Route: Yuluna Creek Trail and Heysen Trail
Approximate distance: 8km
Start / Finish: Aroona Campground
Highlights: A wonderful, earthy walk mostly following dry creek beds through the evocative ABC Range
Sometimes I get asked for my favourite spot in Australia. Of course, it’s a nonsensical question, entirely contingent on context, mood, desire, and the ability to narrow down a gigantic landmass boasting countless ecosystems and iconic sights into one ultimate location. Time and place frequently conspire to present so many satisfying spots, numerous memorable moments. Anything from chicken rolls atop Mount Kosciuszko to a Margaret River sunset, cold beer in hand.
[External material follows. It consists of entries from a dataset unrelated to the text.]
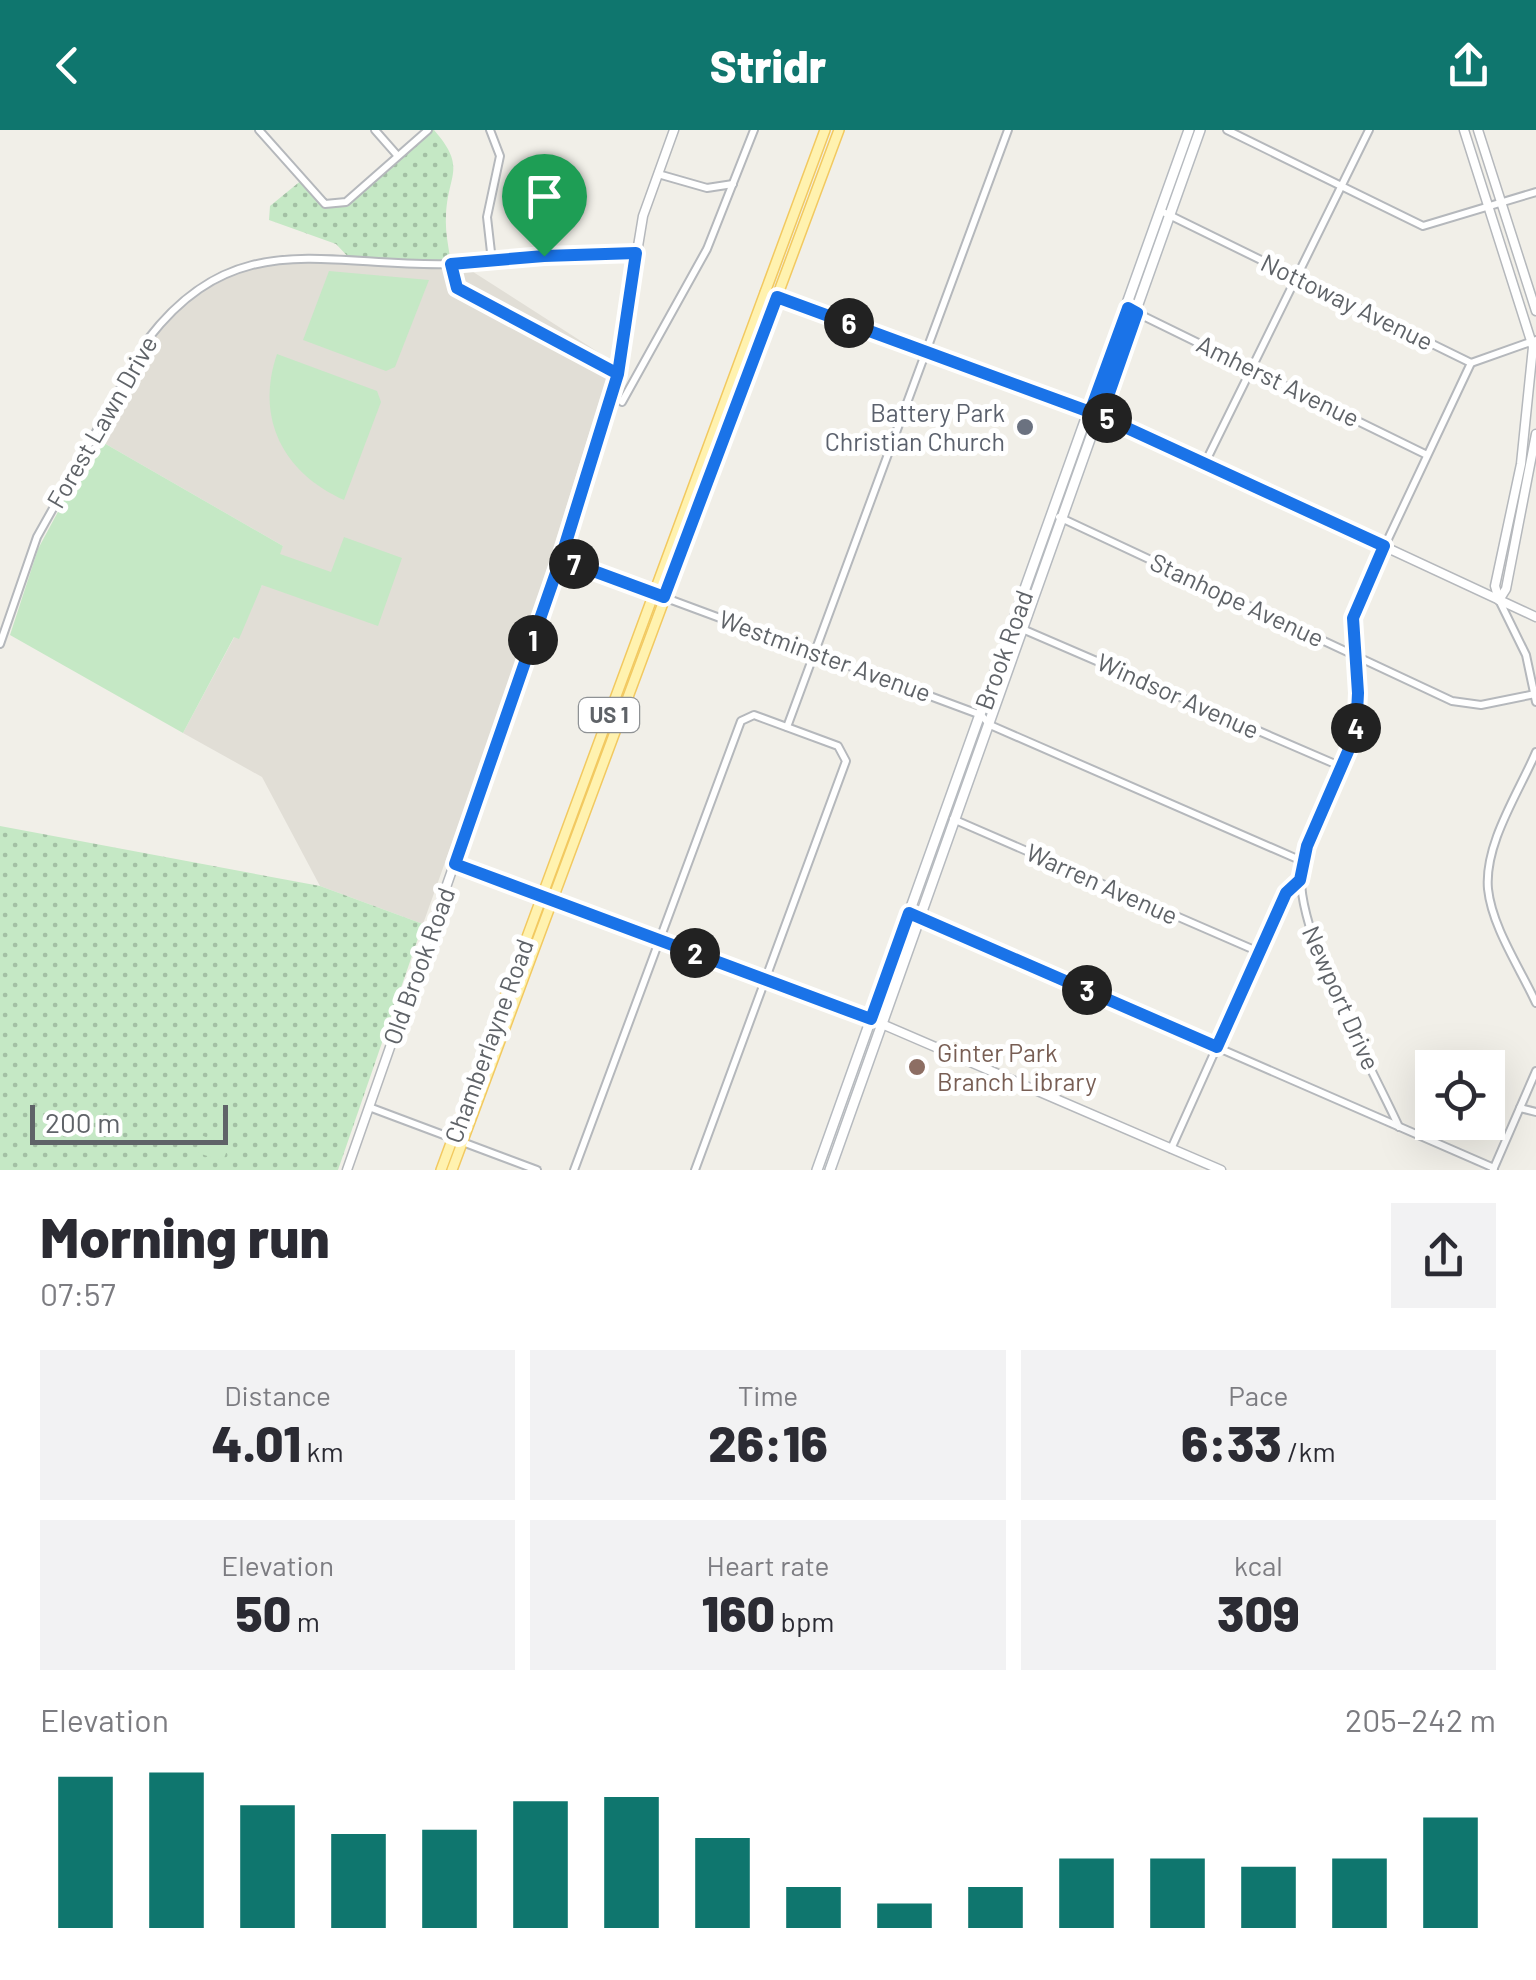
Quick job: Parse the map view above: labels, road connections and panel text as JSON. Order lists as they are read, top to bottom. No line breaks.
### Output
{"streets":{"main road":["Brook Road","US 1","Chamberlayne Road"],"street":["Nottoway Avenue","Amherst Avenue","Forest Lawn Drive","Stanhope Avenue","Westminster Avenue","Windsor Avenue","Warren Avenue","Old Brook Road","Newport Drive"]},"crossings":[["Nottoway Avenue","Brook Road"],["Nottoway Avenue","Newport Drive"],["Amherst Avenue","Brook Road"],["Amherst Avenue","Newport Drive"],["Forest Lawn Drive","Old Brook Road"],["Stanhope Avenue","Brook Road"],["Stanhope Avenue","Newport Drive"],["Brook Road","Westminster Avenue"],["Brook Road","Windsor Avenue"],["Brook Road","Warren Avenue"],["Westminster Avenue","US 1"],["Westminster Avenue","Old Brook Road"],["Westminster Avenue","Newport Drive"],["Westminster Avenue","Chamberlayne Road"],["Windsor Avenue","Newport Drive"],["US 1","Chamberlayne Road"]],"places":["Battery Park Christian Church","Ginter Park Branch Library"],"scale_bar":"200 m","page":{"header":"Stridr","pins":["6","5","7","1","4","2","3"],"scale":"200 m","heading":["Morning run","07:57"],"stats":[["Distance","4.01 km"],["Time","26:16"],["Pace","6:33 /km"],["Elevation","50 m"],["Heart rate","160 bpm"],["kcal","309"]],"chart":["Elevation","205–242 m"]}}
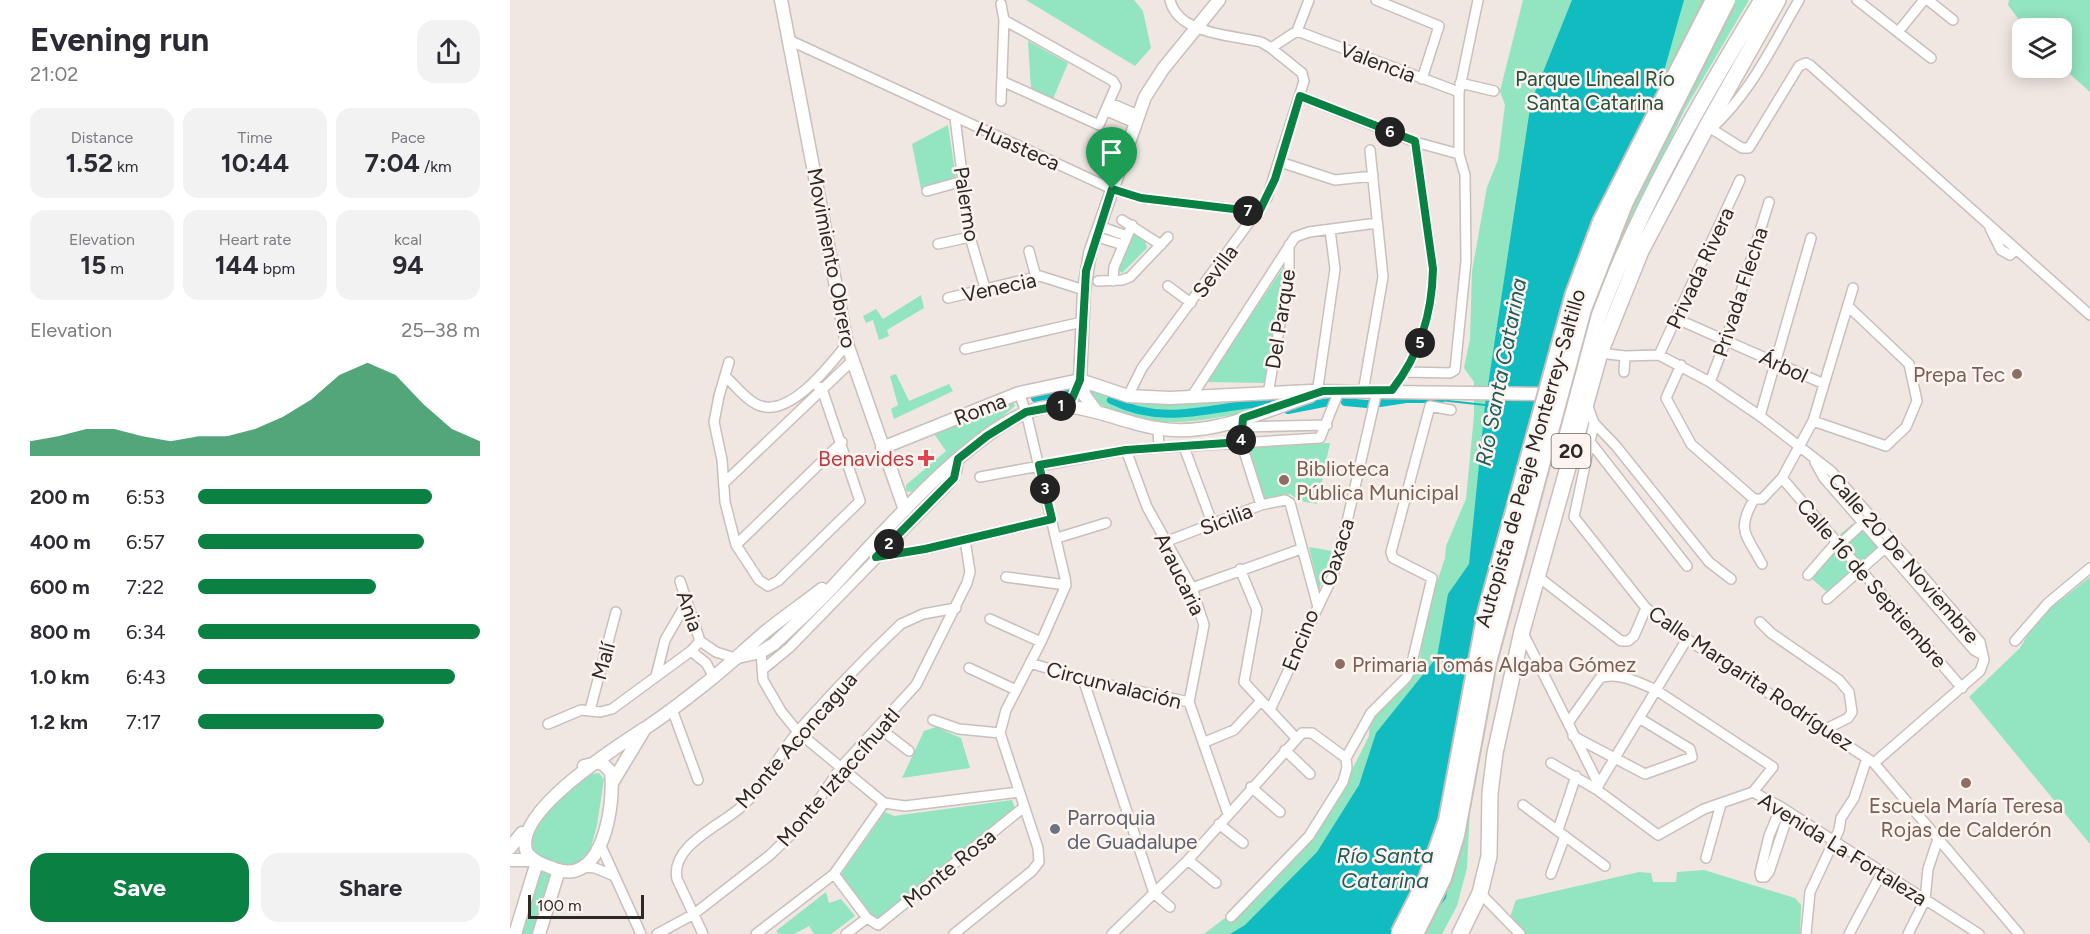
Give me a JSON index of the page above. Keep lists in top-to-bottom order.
{
  "streets": {
    "highway": ["Autopista de Peaje Monterrey-Saltillo"],
    "main road": ["20"],
    "street": [
      "Valencia",
      "Huasteca",
      "Palermo",
      "Movimiento Obrero",
      "Privada Rivera",
      "Sevilla",
      "Venecia",
      "Privada Flecha",
      "Del Parque",
      "Árbol",
      "Roma",
      "Sicilia",
      "Oaxaca",
      "Calle 20 De Noviembre",
      "Araucaria",
      "Calle 16 de Septiembre",
      "Ania",
      "Encino",
      "Malí",
      "Calle Margarita Rodríguez",
      "Circunvalación",
      "Monte Aconcagua",
      "Monte Iztaccíhuatl",
      "Avenida La Fortaleza",
      "Monte Rosa"
    ]
  },
  "crossings": [
    ["Huasteca", "Palermo"],
    ["Huasteca", "Movimiento Obrero"],
    ["Huasteca", "Sevilla"],
    ["Palermo", "Venecia"],
    ["Movimiento Obrero", "Roma"],
    ["Privada Rivera", "Árbol"],
    ["Privada Flecha", "Árbol"],
    ["Sicilia", "Araucaria"],
    ["Sicilia", "Encino"],
    ["Oaxaca", "Encino"],
    ["Araucaria", "Circunvalación"],
    ["Monte Aconcagua", "Monte Iztaccíhuatl"]
  ],
  "water": ["Río Santa Catarina"],
  "parks": ["Parque Lineal Río Santa Catarina"],
  "places": {
    "other": [
      "Prepa Tec",
      "Biblioteca Pública Municipal",
      "Primaria Tomás Algaba Gómez",
      "Escuela María Teresa Rojas de Calderón",
      "Parroquia de Guadalupe"
    ],
    "health": ["Benavides"]
  },
  "scale_bar": "100 m",
  "page": {
    "heading": ["Evening run", "21:02"],
    "stats": [
      ["Distance", "1.52 km"],
      ["Time", "10:44"],
      ["Pace", "7:04 /km"],
      ["Elevation", "15 m"],
      ["Heart rate", "144 bpm"],
      ["kcal", "94"]
    ],
    "pins": [
      "6",
      "7",
      "5",
      "1",
      "4",
      "3",
      "2"
    ],
    "chart": ["Elevation", "25–38 m"],
    "list": [
      {
        "name": "200 m",
        "note": "6:53"
      },
      {
        "name": "400 m",
        "note": "6:57"
      },
      {
        "name": "600 m",
        "note": "7:22"
      },
      {
        "name": "800 m",
        "note": "6:34"
      },
      {
        "name": "1.0 km",
        "note": "6:43"
      },
      {
        "name": "1.2 km",
        "note": "7:17"
      }
    ],
    "buttons": ["Save", "Share"],
    "scale": "100 m"
  }
}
If I’m pressed for an answer, I sometimes recall the Flinders Ranges in South Australia. I think in part this is because the landscape is so endemically Australian, to the extent that it is easy to romanticise its dusty roads and run-down sheep stations, intrusions within an ancient sea bed of rocky undulations and weathered gorges. With poets and painters and pioneers beholden to its charms, there builds a spirit of Australia perhaps unmatched in expectation, captured in the form of a River Red Gum stoic and steadfast next to a dry, rocky creek. The air, the light, the smell, the sounds. The essence of Australia thriving against the odds.
Immersion into this world is aided and abetted by some excellent walking in the Ikara-Flinders Ranges National Park. Popular and worthwhile walks lead from the main centre of Wilpena Pound, where there are a range of accommodation options. But the walk showcased here is a little further north and possesses several enticements: it’s a loop; it’s neither overly strenuous nor pitifully easy; it concisely takes in the geology and form of the area; there is a small detour to a lookout; and you can camp – should you wish – at the start and end.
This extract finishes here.